### [TASK REQUIREMENTS]
Report each line from the entries in which "Coatzintla" can be found.

Records from a dataset:
Content starts

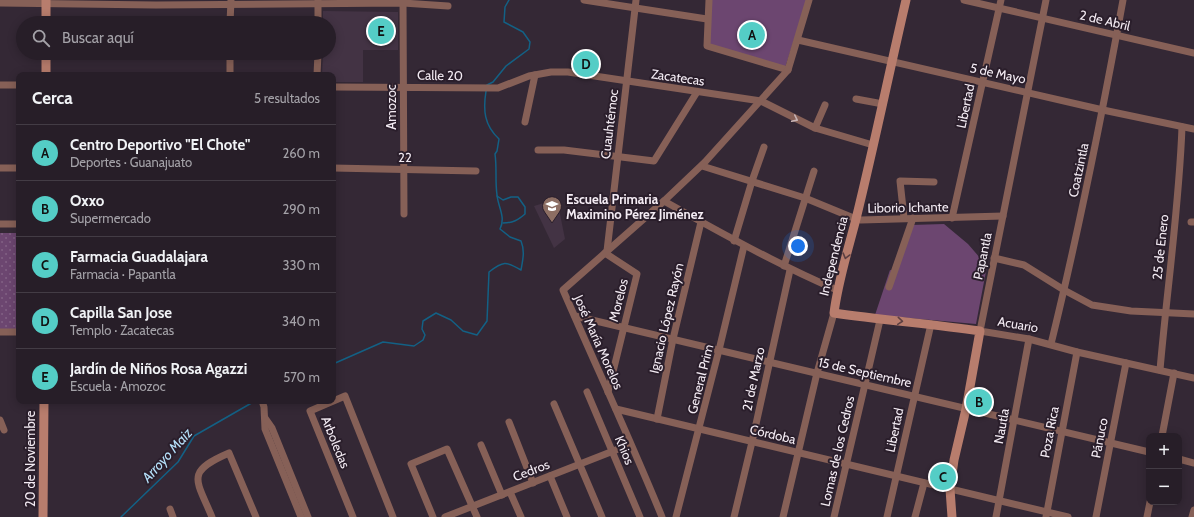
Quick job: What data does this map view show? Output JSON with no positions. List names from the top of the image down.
{
  "streets": {
    "main road": [
      "Independencia",
      "Papantla",
      "Acuario",
      "20 de Noviembre"
    ],
    "street": [
      "2 de Abril",
      "5 de Mayo",
      "Calle 20",
      "Zacatecas",
      "Libertad",
      "Amozoc",
      "Cuauhtémoc",
      "22",
      "Coatzintla",
      "Liborio Ichante",
      "25 de Enero",
      "Morelos",
      "Ignacio López Rayón",
      "José María Morelos",
      "15 de Septiembre",
      "General Prim",
      "21 de Marzo",
      "Nautla",
      "Poza Rica",
      "Córdoba",
      "Pánuco",
      "Arboledas",
      "Khios",
      "Lomas de los Cedros",
      "Cedros"
    ]
  },
  "crossings": [
    ["2 de Abril", "Libertad"],
    ["2 de Abril", "Coatzintla"],
    ["2 de Abril", "Papantla"],
    ["5 de Mayo", "Libertad"],
    ["5 de Mayo", "Coatzintla"],
    ["5 de Mayo", "25 de Enero"],
    ["5 de Mayo", "Independencia"],
    ["5 de Mayo", "Papantla"],
    ["5 de Mayo", "José María Morelos"],
    ["Calle 20", "Zacatecas"],
    ["Calle 20", "Amozoc"],
    ["Zacatecas", "Cuauhtémoc"],
    ["Zacatecas", "Independencia"],
    ["Zacatecas", "José María Morelos"],
    ["Libertad", "Liborio Ichante"],
    ["Libertad", "Acuario"],
    ["Libertad", "15 de Septiembre"],
    ["Libertad", "Córdoba"],
    ["Amozoc", "22"],
    ["Cuauhtémoc", "Morelos"],
    ["Cuauhtémoc", "José María Morelos"],
    ["Coatzintla", "Acuario"],
    ["Liborio Ichante", "Independencia"],
    ["Liborio Ichante", "Papantla"],
    ["Liborio Ichante", "José María Morelos"],
    ["Liborio Ichante", "21 de Marzo"],
    ["25 de Enero", "Acuario"],
    ["Independencia", "Acuario"],
    ["Independencia", "15 de Septiembre"],
    ["Independencia", "Córdoba"],
    ["Papantla", "Acuario"],
    ["Papantla", "15 de Septiembre"],
    ["Papantla", "Córdoba"],
    ["Morelos", "José María Morelos"],
    ["Morelos", "15 de Septiembre"],
    ["Ignacio López Rayón", "15 de Septiembre"],
    ["Ignacio López Rayón", "Córdoba"],
    ["Acuario", "Nautla"],
    ["Acuario", "Poza Rica"],
    ["Acuario", "Pánuco"],
    ["Acuario", "Lomas de los Cedros"],
    ["José María Morelos", "15 de Septiembre"],
    ["José María Morelos", "Córdoba"],
    ["15 de Septiembre", "General Prim"],
    ["15 de Septiembre", "21 de Marzo"],
    ["15 de Septiembre", "Nautla"],
    ["15 de Septiembre", "Poza Rica"],
    ["15 de Septiembre", "Pánuco"],
    ["15 de Septiembre", "Lomas de los Cedros"],
    ["General Prim", "Córdoba"],
    ["21 de Marzo", "Córdoba"],
    ["Nautla", "Córdoba"],
    ["Poza Rica", "Córdoba"],
    ["Córdoba", "Lomas de los Cedros"],
    ["Khios", "Cedros"]
  ],
  "water": ["Arroyo Maiz"],
  "places": {
    "school or university": ["Escuela Primaria Maximino Pérez Jiménez"]
  },
  "page": {
    "pins": [
      "E",
      "A",
      "D",
      "B",
      "C"
    ],
    "search": "Buscar aquí",
    "heading": ["Cerca", "5 resultados"],
    "list": [
      {
        "mark": "A",
        "name": "Centro Deportivo \"El Chote\"",
        "note": "Deportes · Guanajuato",
        "value": "260 m"
      },
      {
        "mark": "B",
        "name": "Oxxo",
        "note": "Supermercado",
        "value": "290 m"
      },
      {
        "mark": "C",
        "name": "Farmacia Guadalajara",
        "note": "Farmacia · Papantla",
        "value": "330 m"
      },
      {
        "mark": "D",
        "name": "Capilla San Jose",
        "note": "Templo · Zacatecas",
        "value": "340 m"
      },
      {
        "mark": "E",
        "name": "Jardín de Niños Rosa Agazzi",
        "note": "Escuela · Amozoc",
        "value": "570 m"
      }
    ],
    "map_buttons": ["+", "−"]
  }
}
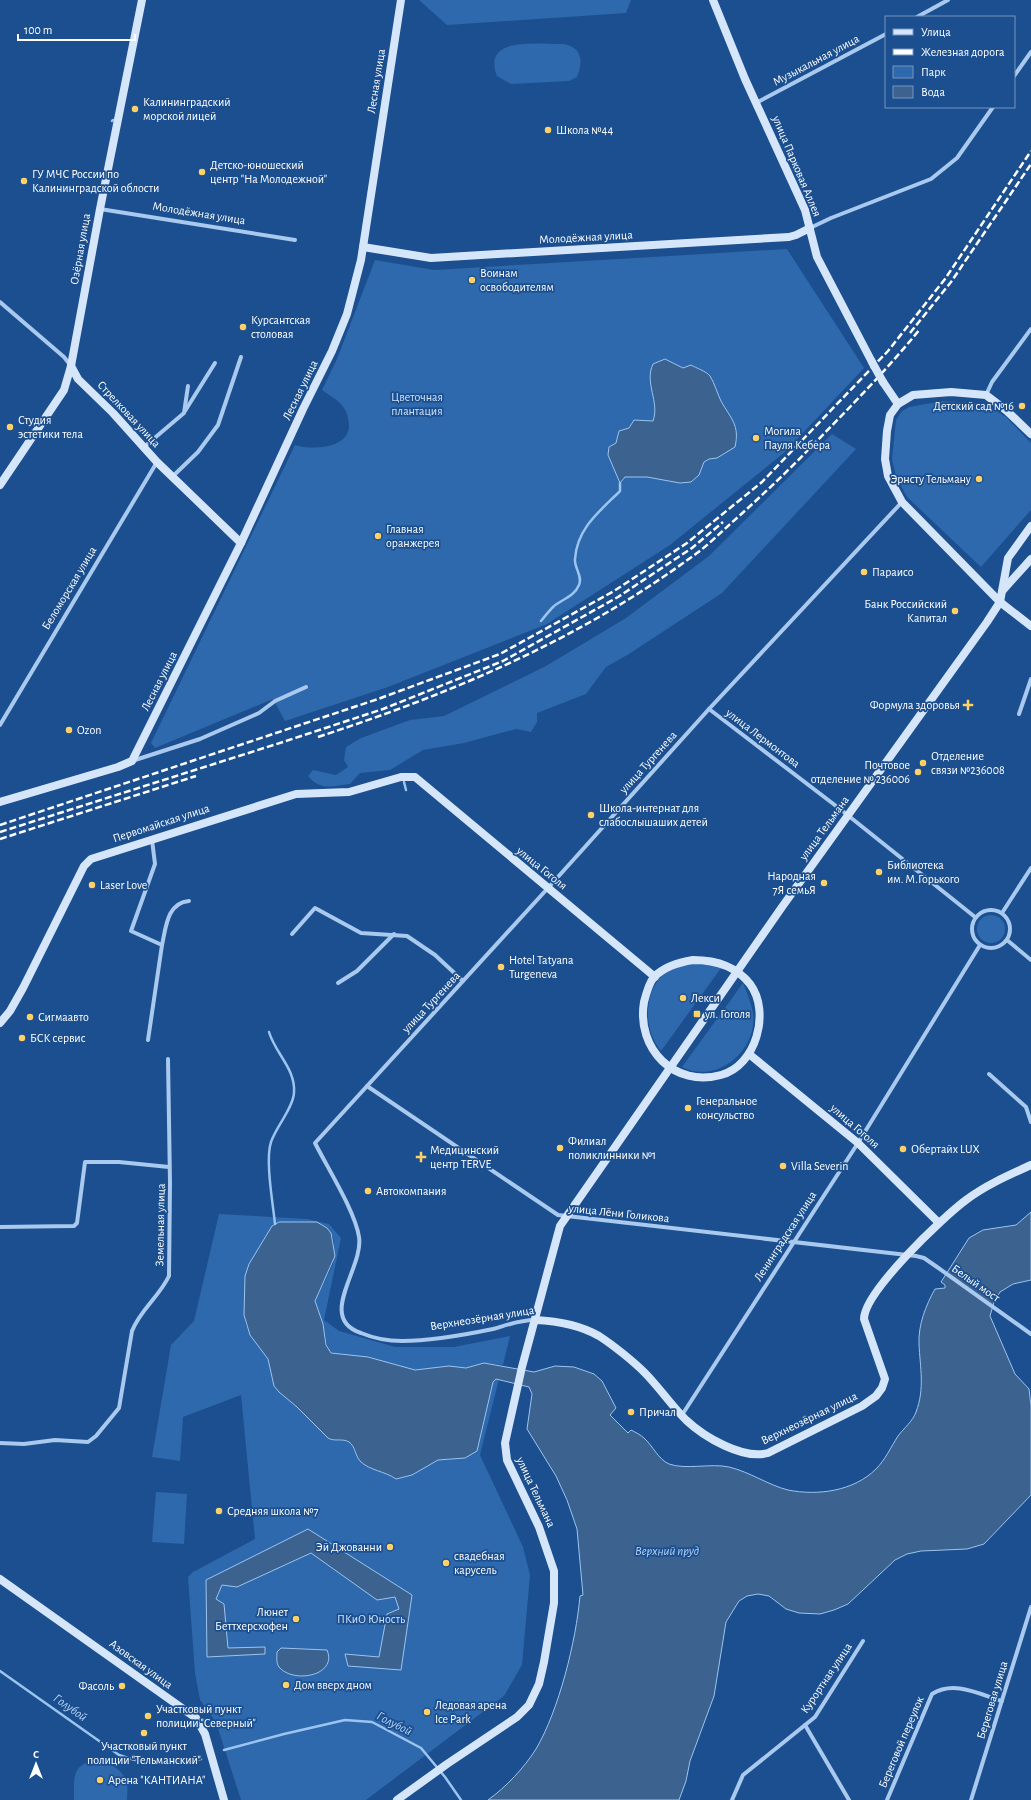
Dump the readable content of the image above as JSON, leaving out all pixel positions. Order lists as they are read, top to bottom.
{
  "streets": {
    "street": [
      "Музыкальная улица",
      "Лесная улица",
      "улица Парковая Аллея",
      "Молодёжная улица",
      "Озёрная улица",
      "Стрелковая улица",
      "Беломорская улица",
      "улица Лермонтова",
      "улица Тургенева",
      "Первомайская улица",
      "улица Тельмана",
      "улица Гоголя",
      "улица Лёни Голикова",
      "Земельная улица",
      "Ленинградская улица",
      "Белый мост",
      "Верхнеозёрная улица",
      "Азовская улица",
      "Курортная улица",
      "Береговая улица",
      "Береговой переулок"
    ]
  },
  "crossings": [
    ["Музыкальная улица", "улица Парковая Аллея"],
    ["Лесная улица", "Молодёжная улица"],
    ["Лесная улица", "Стрелковая улица"],
    ["улица Парковая Аллея", "Молодёжная улица"],
    ["Молодёжная улица", "Озёрная улица"],
    ["Озёрная улица", "Стрелковая улица"],
    ["Стрелковая улица", "Беломорская улица"],
    ["улица Лермонтова", "улица Тургенева"],
    ["улица Лермонтова", "улица Тельмана"],
    ["улица Лермонтова", "Ленинградская улица"],
    ["улица Тургенева", "улица Гоголя"],
    ["улица Тургенева", "улица Лёни Голикова"],
    ["улица Тургенева", "Верхнеозёрная улица"],
    ["Первомайская улица", "улица Гоголя"],
    ["улица Тельмана", "улица Лёни Голикова"],
    ["улица Тельмана", "Верхнеозёрная улица"],
    ["улица Гоголя", "Ленинградская улица"],
    ["улица Гоголя", "Верхнеозёрная улица"],
    ["улица Лёни Голикова", "Ленинградская улица"],
    ["улица Лёни Голикова", "Белый мост"],
    ["улица Лёни Голикова", "Верхнеозёрная улица"],
    ["Ленинградская улица", "Верхнеозёрная улица"],
    ["Белый мост", "Верхнеозёрная улица"],
    ["Береговая улица", "Береговой переулок"]
  ],
  "water": ["Верхний пруд", "Голубой"],
  "parks": ["Цветочная плантация", "ПКиО Юность"],
  "places": {
    "other": [
      "Калининградский морской лицей",
      "Школа №44",
      "Детско-юношеский центр \"На Молодежной\"",
      "ГУ МЧС России по Калининградской облости",
      "Воинам освободителям",
      "Курсантская столовая",
      "Детский сад №16",
      "Студия эстетики тела",
      "Могила Пауля Кебера",
      "Эрнсту Тельману",
      "Главная оранжерея",
      "Параисо",
      "Банк Российский Капитал",
      "Ozon",
      "Отделение связи №236008",
      "Почтовое отделение № 236006",
      "Школа-интернат для слабослышаших детей",
      "Библиотека им. М.Горького",
      "Народная 7Я семьЯ",
      "Laser Love",
      "Hotel Tatyana Turgeneva",
      "Лекси",
      "Сигмаавто",
      "БСК сервис",
      "Генеральное консульство",
      "Филиал поликлинники №1",
      "Обертайх LUX",
      "Villa Severin",
      "Автокомпания",
      "Причал",
      "Средняя школа №7",
      "Эй Джованни",
      "свадебная карусель",
      "Люнет Беттхерсхофен",
      "Дом вверх дном",
      "Фасоль",
      "Ледовая арена Ice Park",
      "Участковый пункт полиции \"Северный\"",
      "Участковый пункт полиции \"Тельманский\"",
      "Арена \"КАНТИАНА\""
    ],
    "health": ["Формула здоровья", "Медицинский центр TERVE"],
    "transit": ["ул. Гоголя"]
  },
  "legend": [
    "Улица",
    "Железная дорога",
    "Парк",
    "Вода"
  ],
  "scale_bar": "100 m",
  "north": "top"
}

Content ends

### [WRITTEN RESPONSE]
      "Coatzintla",
    ["2 de Abril", "Coatzintla"],
    ["5 de Mayo", "Coatzintla"],
    ["Coatzintla", "Acuario"],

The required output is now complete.